23/02/2009 @10:14:54 ^11:43:53

Issues and improvements arising from Lenny upgrade

I thought I'd write down a bunch of things that happened during/after upgrading my system to Lenny last week.

I tend to hand-hold and micro-manage the upgrade process rather a lot, only doing a few packages at a time and so forth. I guess if you had dozens of servers to upgrade and you didn't particularly care about any of them you'd just do the usual dist-upgrade incantation, but I prefer to be more careful.

aptitude

Aptitude is a bit different. One difference is it is less likely to remove automatically installed packages. It wouldn't remove libdevmapper1.02 despite it being automatically installed and having no dependents - I can only assume it didn't do this because it is priority "required". It also doesn't automatically remove automatically installed packages that are only recommended by some other package.

It has a new long-hand form of search options (?priority(required) is the same as ~prequired, for example) I haven't yet worked out how I can make it find all packages on the system that are only there because of recommends. To put it another way, I want to see if aptitude can do what deborphan does.

dpkg triggers

Whenever I installed a packages with manual pages in it the process would pause noticably running "triggers for man-db" - I assume this was rebuilding the man page index, but it was repeatedly scanning half the disk which was slow and got irritating after a few times. I suppose the assumption is that you wouldn't be doing hundreds of install runs for a couple of packages at a time, you'd be doing one big one and sorting out the consequences later. But as I said I don't work that way...

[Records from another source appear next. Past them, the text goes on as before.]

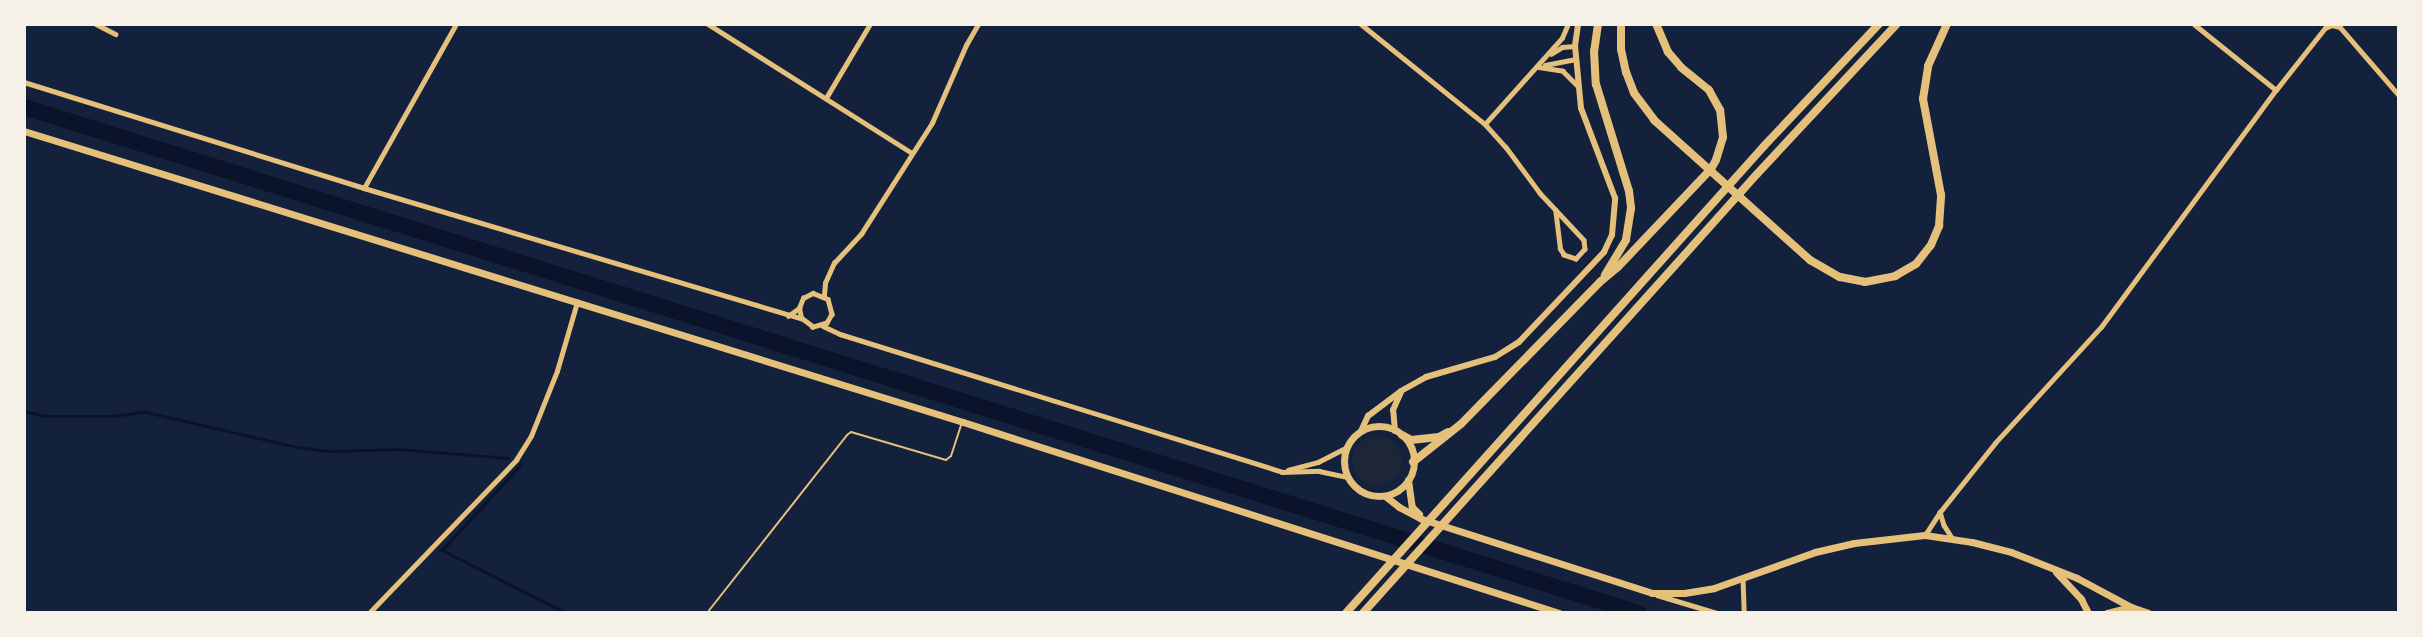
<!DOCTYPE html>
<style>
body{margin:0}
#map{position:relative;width:2423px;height:637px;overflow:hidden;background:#14213d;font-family:"PT Serif",serif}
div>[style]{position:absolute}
.green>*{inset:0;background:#1d2539}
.round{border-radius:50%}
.stream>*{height:3px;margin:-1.5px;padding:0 1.5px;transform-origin:1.5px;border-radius:1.5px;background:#0b132b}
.river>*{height:16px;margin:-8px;padding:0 8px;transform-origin:8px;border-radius:8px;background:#0b132b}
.service>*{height:2px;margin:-1px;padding:0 1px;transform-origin:1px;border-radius:1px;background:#e5c07b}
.minor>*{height:4.5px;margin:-2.25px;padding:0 2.25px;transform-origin:2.25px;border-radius:2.25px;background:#e5c07b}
.tertiary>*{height:6px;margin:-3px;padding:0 3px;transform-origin:3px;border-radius:3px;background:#e5c07b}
.secondary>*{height:7px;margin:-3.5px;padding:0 3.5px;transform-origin:3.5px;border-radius:3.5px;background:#e5c07b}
.secondary>.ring{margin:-3.5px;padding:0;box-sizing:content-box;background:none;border:7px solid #e5c07b;border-radius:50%}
.motorway>*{height:8px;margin:-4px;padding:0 4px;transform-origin:4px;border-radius:4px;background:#e5c07b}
span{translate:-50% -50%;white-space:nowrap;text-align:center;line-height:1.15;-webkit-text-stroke:4.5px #f6f1e7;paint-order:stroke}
.frame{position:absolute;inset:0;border:26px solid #f6f1e7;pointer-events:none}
</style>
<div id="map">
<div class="green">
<div class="round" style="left:1352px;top:436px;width:50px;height:50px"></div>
</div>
<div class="stream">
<div style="left:24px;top:411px;width:23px;rotate:13deg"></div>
<div style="left:46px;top:416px;width:65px"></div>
<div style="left:111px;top:416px;width:35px;rotate:-7deg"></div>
<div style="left:146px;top:412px;width:155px;rotate:13.1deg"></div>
<div style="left:297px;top:447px;width:34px;rotate:7deg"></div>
<div style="left:331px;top:451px;width:69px;rotate:-1.7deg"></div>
<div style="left:400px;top:449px;width:109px;rotate:4.7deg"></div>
<div style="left:521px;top:464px;width:117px;rotate:132.6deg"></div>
<div style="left:442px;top:550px;width:139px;rotate:26.9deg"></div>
</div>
<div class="river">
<div style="left:24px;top:107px;width:1692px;rotate:17.4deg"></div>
</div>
<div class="service">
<div style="left:707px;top:613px;width:226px;rotate:-51.8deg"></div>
<div style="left:847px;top:435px;width:5px;rotate:-37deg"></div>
<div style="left:851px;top:432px;width:99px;rotate:16.4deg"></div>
<div style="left:946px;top:460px;width:6px;rotate:-39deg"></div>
<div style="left:951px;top:456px;width:36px;rotate:-72deg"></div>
</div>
<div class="minor">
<div style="left:96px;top:24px;width:22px;rotate:27deg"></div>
<div style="left:708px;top:24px;width:241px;rotate:32.3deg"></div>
<div style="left:1361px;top:24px;width:159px;rotate:38.9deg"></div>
<div style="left:1485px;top:124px;width:31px;rotate:48deg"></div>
<div style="left:1506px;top:147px;width:57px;rotate:53.5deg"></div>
<div style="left:1540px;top:193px;width:64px;rotate:46.9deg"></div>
<div style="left:1584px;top:240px;width:9px;rotate:84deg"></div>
<div style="left:1585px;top:249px;width:13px;rotate:132deg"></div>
<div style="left:1576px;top:259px;width:13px;rotate:-162deg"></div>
<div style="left:1564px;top:255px;width:7px;rotate:-124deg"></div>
<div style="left:1560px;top:249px;width:39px;rotate:-97deg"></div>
<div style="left:2194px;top:24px;width:105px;rotate:38.8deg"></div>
<div style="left:1551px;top:54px;width:13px;rotate:-32deg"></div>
<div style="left:1562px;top:47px;width:13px;rotate:-4deg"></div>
<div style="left:1545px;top:65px;width:31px;rotate:-11deg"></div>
<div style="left:1539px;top:67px;width:24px;rotate:9deg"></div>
<div style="left:1563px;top:71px;width:20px;rotate:45deg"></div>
<div style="left:24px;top:82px;width:356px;rotate:17.3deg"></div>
<div style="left:364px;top:188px;width:456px;rotate:16.6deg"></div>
<div style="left:826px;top:98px;width:86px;rotate:-59.3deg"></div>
<div style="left:1485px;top:124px;width:115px;rotate:-48.2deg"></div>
<div style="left:1562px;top:38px;width:15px;rotate:-67deg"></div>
<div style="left:364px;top:188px;width:188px;rotate:-60.7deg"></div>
<div style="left:824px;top:295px;width:12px;rotate:-85deg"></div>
<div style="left:825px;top:283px;width:22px;rotate:-66deg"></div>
<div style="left:834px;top:263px;width:40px;rotate:-47deg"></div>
<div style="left:861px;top:234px;width:132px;rotate:-57.4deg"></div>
<div style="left:932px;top:123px;width:85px;rotate:-66.4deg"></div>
<div style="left:966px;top:45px;width:24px;rotate:-60deg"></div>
<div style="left:788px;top:316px;width:14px;rotate:-36deg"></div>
<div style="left:799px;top:308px;width:11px;rotate:-68deg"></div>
<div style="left:803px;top:298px;width:11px;rotate:-27deg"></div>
<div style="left:813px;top:293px;width:16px;rotate:22deg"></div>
<div style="left:828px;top:299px;width:16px;rotate:75deg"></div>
<div style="left:832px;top:314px;width:10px;rotate:119deg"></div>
<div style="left:827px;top:323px;width:15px;rotate:164deg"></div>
<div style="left:813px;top:327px;width:15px;rotate:-143deg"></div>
<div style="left:801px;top:318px;width:10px;rotate:-101deg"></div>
<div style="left:823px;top:326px;width:19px;rotate:25deg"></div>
<div style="left:840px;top:334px;width:463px;rotate:17.3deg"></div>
<div style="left:1282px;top:472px;width:37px;rotate:-2deg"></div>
<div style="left:1319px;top:471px;width:29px;rotate:12deg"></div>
<div style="left:1288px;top:470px;width:31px;rotate:-15deg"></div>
<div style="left:1318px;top:462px;width:33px;rotate:-27deg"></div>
<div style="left:1940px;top:512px;width:14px;rotate:73deg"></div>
<div style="left:1944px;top:525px;width:15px;rotate:58deg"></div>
<div style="left:1925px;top:535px;width:27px;rotate:-57deg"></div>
<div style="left:1940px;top:512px;width:88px;rotate:-51.4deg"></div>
<div style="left:1995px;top:443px;width:157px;rotate:-47.6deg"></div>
<div style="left:2101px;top:327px;width:295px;rotate:-53.6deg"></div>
<div style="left:2276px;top:90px;width:79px;rotate:-51.7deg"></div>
<div style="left:2325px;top:28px;width:8px;rotate:-23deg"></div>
<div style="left:2332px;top:25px;width:8px;rotate:14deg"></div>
<div style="left:2340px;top:27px;width:90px;rotate:49.1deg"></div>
<div style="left:1743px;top:578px;width:35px;rotate:88deg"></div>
<div style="left:1657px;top:595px;width:63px;rotate:16.7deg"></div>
<div style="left:369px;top:613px;width:212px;rotate:-46.1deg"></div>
<div style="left:516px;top:460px;width:28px;rotate:-58deg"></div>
<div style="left:531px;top:436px;width:70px;rotate:-68.2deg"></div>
<div style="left:557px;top:371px;width:72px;rotate:-73.8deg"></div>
</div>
<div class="tertiary">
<div style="left:1361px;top:431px;width:17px;rotate:-65deg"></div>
<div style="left:1368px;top:416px;width:41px;rotate:-37.1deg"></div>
<div style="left:1401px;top:391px;width:29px;rotate:-29deg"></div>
<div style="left:1426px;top:377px;width:72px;rotate:-16.2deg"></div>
<div style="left:1495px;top:357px;width:28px;rotate:-32deg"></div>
<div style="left:1519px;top:342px;width:124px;rotate:-46.6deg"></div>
<div style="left:1604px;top:252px;width:19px;rotate:-65deg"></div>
<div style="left:1612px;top:235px;width:37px;rotate:-85deg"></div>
<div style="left:1615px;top:198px;width:96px;rotate:-110.7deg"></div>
<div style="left:1581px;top:108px;width:62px;rotate:-95.5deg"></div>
<div style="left:1575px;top:46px;width:22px;rotate:-82deg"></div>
<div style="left:1395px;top:431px;width:21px;rotate:-95deg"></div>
<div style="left:1393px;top:410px;width:20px;rotate:-66deg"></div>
</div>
<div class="secondary">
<div style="left:24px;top:131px;width:983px;rotate:17.22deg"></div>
<div style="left:963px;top:422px;width:626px;rotate:17.77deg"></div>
<div class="ring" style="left:1344px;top:426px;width:63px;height:63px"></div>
<div style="left:1408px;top:480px;width:27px;rotate:82deg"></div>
<div style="left:1412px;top:507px;width:10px;rotate:45deg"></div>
<div style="left:1385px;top:496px;width:18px;rotate:38deg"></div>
<div style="left:1399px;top:507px;width:26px;rotate:28deg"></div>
<div style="left:1422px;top:519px;width:242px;rotate:17.8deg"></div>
<div style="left:1652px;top:593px;width:32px"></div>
<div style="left:1684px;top:593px;width:30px;rotate:-9deg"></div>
<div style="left:1714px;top:588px;width:107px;rotate:-19.6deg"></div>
<div style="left:1815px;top:552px;width:40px;rotate:-13deg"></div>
<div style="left:1854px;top:543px;width:71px;rotate:-6.4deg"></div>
<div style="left:1925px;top:535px;width:48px;rotate:8.5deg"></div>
<div style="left:1972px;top:542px;width:40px;rotate:14.4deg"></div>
<div style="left:2011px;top:552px;width:71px;rotate:21.5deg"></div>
<div style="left:2077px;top:578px;width:61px;rotate:28.2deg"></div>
<div style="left:2056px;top:572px;width:37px;rotate:47deg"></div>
<div style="left:2081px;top:599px;width:16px;rotate:63deg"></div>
<div style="left:2107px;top:613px;width:25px;rotate:-14deg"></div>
<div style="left:2131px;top:607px;width:18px;rotate:19deg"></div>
</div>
<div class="motorway">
<div style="left:1598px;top:24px;width:27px;rotate:98deg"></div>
<div style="left:1594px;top:51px;width:33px;rotate:87deg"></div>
<div style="left:1596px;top:84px;width:112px;rotate:72.9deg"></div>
<div style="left:1629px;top:191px;width:17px;rotate:83deg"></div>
<div style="left:1631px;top:208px;width:32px;rotate:99deg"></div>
<div style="left:1626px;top:240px;width:41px;rotate:121deg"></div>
<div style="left:1621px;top:24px;width:25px;rotate:90deg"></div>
<div style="left:1621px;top:49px;width:24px;rotate:78deg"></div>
<div style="left:1626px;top:72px;width:22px;rotate:69deg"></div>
<div style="left:1634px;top:93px;width:34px;rotate:53deg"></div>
<div style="left:1654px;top:120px;width:210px;rotate:41.9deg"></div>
<div style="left:1810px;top:260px;width:34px;rotate:30deg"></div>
<div style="left:1840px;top:277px;width:25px;rotate:11deg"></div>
<div style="left:1865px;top:282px;width:31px;rotate:-11deg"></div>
<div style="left:1895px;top:276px;width:24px;rotate:-30deg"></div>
<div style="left:1916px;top:264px;width:24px;rotate:-52deg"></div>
<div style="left:1931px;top:245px;width:21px;rotate:-67deg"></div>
<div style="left:1939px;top:226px;width:31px;rotate:-86deg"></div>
<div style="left:1941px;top:195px;width:98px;rotate:-100.6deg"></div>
<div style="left:1923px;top:99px;width:33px;rotate:-81deg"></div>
<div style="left:1928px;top:66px;width:46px;rotate:-65.7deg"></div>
<div style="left:1402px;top:435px;width:10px;rotate:29deg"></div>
<div style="left:1411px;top:440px;width:28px;rotate:-6deg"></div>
<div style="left:1439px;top:437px;width:10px;rotate:-29deg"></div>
<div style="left:1413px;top:462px;width:61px;rotate:-38.4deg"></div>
<div style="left:1461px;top:424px;width:199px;rotate:-45.6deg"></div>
<div style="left:1600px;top:282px;width:23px;rotate:-40deg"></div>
<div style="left:1618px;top:267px;width:135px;rotate:-46.5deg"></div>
<div style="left:1711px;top:169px;width:10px;rotate:-61deg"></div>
<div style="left:1716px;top:160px;width:24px;rotate:-73deg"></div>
<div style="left:1723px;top:137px;width:27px;rotate:-96deg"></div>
<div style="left:1720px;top:110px;width:23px;rotate:-119deg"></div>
<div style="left:1709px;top:90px;width:36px;rotate:-141deg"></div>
<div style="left:1681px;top:67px;width:20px;rotate:-131deg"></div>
<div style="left:1668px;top:52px;width:30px;rotate:-113deg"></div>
<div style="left:1346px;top:613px;width:627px;rotate:-48.17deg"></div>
<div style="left:1764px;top:146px;width:168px;rotate:-46.7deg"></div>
<div style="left:1363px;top:613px;width:590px;rotate:-48.09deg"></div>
<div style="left:1757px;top:174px;width:205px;rotate:-47deg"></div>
</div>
<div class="frame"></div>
</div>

The point of triggers is to speed things up, the idea is you install or remove a bunch of packages and then at the end of the install run, execute the trigger once, instead of in previous releases which would run a trigger after every package. However in previous releases there was no such thing as a manpage trigger, you'd just wait until the next time the man-db cron job rebuilt all the indexes. And man used to be able to find newly-installed manpages just fine if called by name, they just wouldn't show up in the output of apropos, etc.

/etc/network/options

This file has been deprecated since etch and is now no longer processed by /etc/init.d/networking so you have to move the things it does into /etc/sysctl.conf. Also it might be worth using net.ipv4.conf.all instead of .default as the comment in the file says. .default only affects the default value for new interfaces, existing ones won't get the setting.

Actually instead of editing /etc/sysctl.conf I notice there is a /etc/sysctl.d so you could make a file named local-netoptions in there so you don't get bothered by dpkg demanding you to tell it whether to keep the old modified /etc/sysctl.conf or install a new version for the rest of eternity...

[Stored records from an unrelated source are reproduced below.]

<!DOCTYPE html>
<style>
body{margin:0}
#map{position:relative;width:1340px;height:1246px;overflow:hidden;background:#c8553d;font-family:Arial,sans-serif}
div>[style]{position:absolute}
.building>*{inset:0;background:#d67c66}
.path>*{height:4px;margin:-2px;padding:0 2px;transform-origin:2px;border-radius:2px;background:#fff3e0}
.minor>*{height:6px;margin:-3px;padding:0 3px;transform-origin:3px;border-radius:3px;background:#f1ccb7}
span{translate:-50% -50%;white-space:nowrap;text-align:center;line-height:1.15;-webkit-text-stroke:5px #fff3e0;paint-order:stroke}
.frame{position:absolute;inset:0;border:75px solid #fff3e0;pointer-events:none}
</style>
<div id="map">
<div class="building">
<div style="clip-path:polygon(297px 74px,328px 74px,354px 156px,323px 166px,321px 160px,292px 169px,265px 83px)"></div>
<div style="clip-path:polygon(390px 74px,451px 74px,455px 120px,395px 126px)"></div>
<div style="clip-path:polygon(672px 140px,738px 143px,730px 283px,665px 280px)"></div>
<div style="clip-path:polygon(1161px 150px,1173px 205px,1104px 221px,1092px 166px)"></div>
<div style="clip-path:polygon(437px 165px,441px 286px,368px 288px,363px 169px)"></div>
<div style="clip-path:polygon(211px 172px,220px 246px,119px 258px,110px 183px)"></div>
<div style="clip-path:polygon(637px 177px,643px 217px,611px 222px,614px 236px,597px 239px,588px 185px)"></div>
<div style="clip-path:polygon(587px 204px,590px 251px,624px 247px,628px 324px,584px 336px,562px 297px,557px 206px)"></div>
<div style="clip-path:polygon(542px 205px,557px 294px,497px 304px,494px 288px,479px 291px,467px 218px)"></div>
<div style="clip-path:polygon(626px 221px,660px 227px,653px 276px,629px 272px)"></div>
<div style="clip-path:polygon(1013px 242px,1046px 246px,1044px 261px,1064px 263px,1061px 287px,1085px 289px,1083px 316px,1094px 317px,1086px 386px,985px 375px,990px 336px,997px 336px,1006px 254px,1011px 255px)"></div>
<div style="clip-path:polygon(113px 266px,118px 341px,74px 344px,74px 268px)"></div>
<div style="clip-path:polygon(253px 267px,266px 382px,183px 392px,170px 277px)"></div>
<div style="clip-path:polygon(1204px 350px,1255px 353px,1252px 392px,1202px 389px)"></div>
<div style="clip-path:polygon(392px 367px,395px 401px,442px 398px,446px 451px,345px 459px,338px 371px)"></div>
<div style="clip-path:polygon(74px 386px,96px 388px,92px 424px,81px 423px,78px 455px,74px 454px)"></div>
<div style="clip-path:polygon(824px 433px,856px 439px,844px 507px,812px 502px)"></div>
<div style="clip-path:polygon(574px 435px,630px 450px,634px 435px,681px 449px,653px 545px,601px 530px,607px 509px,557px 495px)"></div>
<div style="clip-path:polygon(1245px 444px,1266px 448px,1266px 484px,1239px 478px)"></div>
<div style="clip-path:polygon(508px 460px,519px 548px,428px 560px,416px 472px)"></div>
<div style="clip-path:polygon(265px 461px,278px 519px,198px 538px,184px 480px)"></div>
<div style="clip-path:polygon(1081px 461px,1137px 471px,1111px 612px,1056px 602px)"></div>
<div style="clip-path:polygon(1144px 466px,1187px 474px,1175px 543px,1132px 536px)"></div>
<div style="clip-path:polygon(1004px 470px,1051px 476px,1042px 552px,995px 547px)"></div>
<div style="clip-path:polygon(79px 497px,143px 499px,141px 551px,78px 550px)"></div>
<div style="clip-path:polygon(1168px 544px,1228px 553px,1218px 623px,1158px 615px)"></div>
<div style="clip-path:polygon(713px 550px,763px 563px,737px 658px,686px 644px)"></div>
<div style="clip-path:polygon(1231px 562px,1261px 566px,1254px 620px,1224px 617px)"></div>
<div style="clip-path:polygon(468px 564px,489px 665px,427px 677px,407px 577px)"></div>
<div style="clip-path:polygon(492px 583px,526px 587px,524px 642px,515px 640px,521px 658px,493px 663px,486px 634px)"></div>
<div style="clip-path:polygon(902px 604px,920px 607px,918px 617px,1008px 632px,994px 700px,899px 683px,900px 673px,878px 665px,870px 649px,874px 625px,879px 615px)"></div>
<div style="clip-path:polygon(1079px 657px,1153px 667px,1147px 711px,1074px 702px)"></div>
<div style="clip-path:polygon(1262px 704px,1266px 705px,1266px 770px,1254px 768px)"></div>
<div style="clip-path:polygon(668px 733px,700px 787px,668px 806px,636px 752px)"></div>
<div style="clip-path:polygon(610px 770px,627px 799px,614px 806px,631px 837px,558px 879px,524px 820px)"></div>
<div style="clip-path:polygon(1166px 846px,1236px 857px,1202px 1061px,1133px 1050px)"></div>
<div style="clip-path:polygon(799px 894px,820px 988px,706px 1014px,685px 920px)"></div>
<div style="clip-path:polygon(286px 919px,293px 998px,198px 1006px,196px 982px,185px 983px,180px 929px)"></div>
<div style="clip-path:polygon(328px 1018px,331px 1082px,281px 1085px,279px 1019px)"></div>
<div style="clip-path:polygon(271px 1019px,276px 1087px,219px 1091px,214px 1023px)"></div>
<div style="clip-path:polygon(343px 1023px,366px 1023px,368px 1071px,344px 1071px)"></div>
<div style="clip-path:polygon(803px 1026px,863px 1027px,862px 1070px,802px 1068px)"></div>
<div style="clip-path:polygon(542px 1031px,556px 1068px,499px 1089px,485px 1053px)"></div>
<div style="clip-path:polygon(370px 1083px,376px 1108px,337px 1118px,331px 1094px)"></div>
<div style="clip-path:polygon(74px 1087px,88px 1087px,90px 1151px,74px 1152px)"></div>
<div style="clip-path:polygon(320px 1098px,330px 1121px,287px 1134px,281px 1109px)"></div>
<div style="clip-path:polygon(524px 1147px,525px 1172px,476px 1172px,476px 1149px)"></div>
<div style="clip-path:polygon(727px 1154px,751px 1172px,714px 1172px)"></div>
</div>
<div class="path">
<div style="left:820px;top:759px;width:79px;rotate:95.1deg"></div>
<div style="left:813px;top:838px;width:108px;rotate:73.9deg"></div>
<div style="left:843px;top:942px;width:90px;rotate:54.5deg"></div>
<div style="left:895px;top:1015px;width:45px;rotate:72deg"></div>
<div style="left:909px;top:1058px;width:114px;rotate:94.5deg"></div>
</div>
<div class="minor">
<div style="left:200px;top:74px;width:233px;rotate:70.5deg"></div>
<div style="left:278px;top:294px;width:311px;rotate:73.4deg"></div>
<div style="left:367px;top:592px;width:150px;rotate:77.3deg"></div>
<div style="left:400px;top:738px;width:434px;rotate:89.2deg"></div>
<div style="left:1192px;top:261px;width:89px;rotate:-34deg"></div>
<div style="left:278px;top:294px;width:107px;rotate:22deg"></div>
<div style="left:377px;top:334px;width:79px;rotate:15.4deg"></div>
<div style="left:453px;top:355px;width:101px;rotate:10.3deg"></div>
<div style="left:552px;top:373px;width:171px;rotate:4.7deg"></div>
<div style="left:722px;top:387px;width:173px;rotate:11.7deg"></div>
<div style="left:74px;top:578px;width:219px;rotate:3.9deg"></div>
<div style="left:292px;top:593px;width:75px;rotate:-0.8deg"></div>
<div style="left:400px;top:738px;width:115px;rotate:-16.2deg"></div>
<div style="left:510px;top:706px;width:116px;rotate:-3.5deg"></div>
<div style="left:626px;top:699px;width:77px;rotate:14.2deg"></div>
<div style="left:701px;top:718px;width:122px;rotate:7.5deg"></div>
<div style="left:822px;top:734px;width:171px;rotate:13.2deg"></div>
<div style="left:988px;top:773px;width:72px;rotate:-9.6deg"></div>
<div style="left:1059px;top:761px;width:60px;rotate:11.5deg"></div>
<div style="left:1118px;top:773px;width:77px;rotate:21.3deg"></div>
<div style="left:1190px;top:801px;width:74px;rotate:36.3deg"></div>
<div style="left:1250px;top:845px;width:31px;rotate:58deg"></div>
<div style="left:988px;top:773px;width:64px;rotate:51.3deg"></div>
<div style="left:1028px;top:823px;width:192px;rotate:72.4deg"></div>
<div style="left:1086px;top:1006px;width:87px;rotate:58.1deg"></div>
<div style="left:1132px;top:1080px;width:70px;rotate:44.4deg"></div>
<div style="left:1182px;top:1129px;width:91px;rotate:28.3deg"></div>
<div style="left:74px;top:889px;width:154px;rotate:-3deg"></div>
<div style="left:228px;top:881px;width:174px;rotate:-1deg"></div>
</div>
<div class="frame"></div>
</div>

(I wonder if there's a kernel build option that makes net.ipv4.conf.*.forwarding default to 1 without having to do it on boot..?)

locate

Locate went missing. That's the program that you can use to quickly search for filenames because it makes a daily cache into a database of the state of your disks. This used to be in findutils but is in a separate package that didn't get automatically pulled in because I don't have recommended packages automatically installed.

Might try mlocate, it's apparently better.

tar

Tar appears to have gained an option -a which means "use the compression format specified by the filename". This is great. No more going tar -zxf and tab-completing a filename only to notice it ends .bz2 and having to go back and turn the z into a j. You just put -axf and it does what you mean.

gcc 4.3

As usual, upgrading gcc made compiling rboom start spewing warnings again. Sigh. I had spent several hours last November getting rid of them all again. I cheated, and turned off -Winline, which shut the new ones up. From my commit logs:

I realise that just disabling the warnings is cheating, but the gcc man page says "seemingly insignificant changes in the source program can cause the warnings produced by -Winline to appear or disappear." and who wants to deal with that?

Indeed various sources argue we shouldn't bother with inline at all, and instead leave it up to the compiler to sort itself out...

libsmpeg-dev autoconf warnings

They fixed that bug where whenever I did autoreconf on an SDL app it would spew a bunch of warnings about underquoting (or was it overquoting) in libsmpeg's autoconf stuff. Not important, but still nice.

curl ssh

Is curl meant to support ssh protocols? libcurl now depends on some package called libssh, but doing "curl ssh://something" just says protocol unsupported. I need to investigate this.

*two minutes later* okay, it's not ssh, it's scp. Output of curl --version lists supported protocols, and I just used the wrong name. However using scp:// just says "authentication failure". Still need to investigate this.

dhcp-client to dhcp3-client transition

I guess it was a bit too much to expect that the forced transition from dhcp2 to dhcp3 would transparently handle the customisations I had made (I have hook scripts to run ddclient, that sort of thing) It also didn't restart the daemon, but then I suppose it probably shouldn't (if it did, and the restart failed, you'd be left without a net connection!)

Some investigation revealed all I really needed to do was copy /etc/dhclient-{enter,exit}-hooks inside /etc/dhcp3/ and then ifdown/ifup eth0. (Of course I probably should have done this ages ago, dhcp2 has been obsolete for ages, but it just worked and I didn't care enough)

vim modelines

Vim has a bunch of improvements like syntax highlighting for git commit messages but one thing I did notice rather quickly was that it seemed to be defaulting to not process modelines. Putting set modeline in my .vimrc fixed this, but it was a bit weird, and not mentioned in any of the NEWS.Debian files I read.

*update* it's mentioned in README.Debian. See even doing an upgrade ridiculously slowly I still miss stuff!

xdm authorisation key matches an existing client

That infuriating problem that used to happen about once every three times I tried to start an SDL application, where it would bomb out with an error similar to the preceeding title, has apparently been fixed. Oh glorious day! The number of times I'd gone "doom2 -warp 1" and it'd refused to run, and I'd had to go up arrow return up arrow return over and over again until it did run was driving me mad.

firefox 3

Firefox 3 is one big issue all by itself!

All right that's pretty unfair, upgrading it wasn't too much of a disaster, it mostly carried over my old config tweaks. It failed to import bookmarks automatically, though. However I notice all its internal files are sqlite databases, which makes them hackable.

I have to say though, 3 does seem noticably faster than 2.

Oh and I mean Iceweasel of course!

vlc and mplayer

I replaced vlc with mplayer. I think I prefer mplayer. Its only drawback is you can't seem to skip around a video in less than 10 second increments. However it has proper softsub support which rules so much I can't believe I put up with vlc for so long.

The Kernel

I'm still on a 2.6.18 kernel which I built from etch's kernel source package. I should probably upgrade it to a 2.6.26 one built from lenny's kernel source package. Haven't done this yet because it's kind of daunting. Trying to start from a 2.6.18 kernel config threw up a bunch of warnings about missing options. Maybe I should just stop faffing around and use a distribution kernel.

And Finally, The Usual Complaint About Increased Disk Usage

-rw-r--r-- 1 root root 924M 2009-02-15 14:57 etch.tar
-rw-r--r-- 1 root root 872M 2009-02-22 14:09 lenny.tar

Wait, what? It's smaller? It usually goes up by like 50%!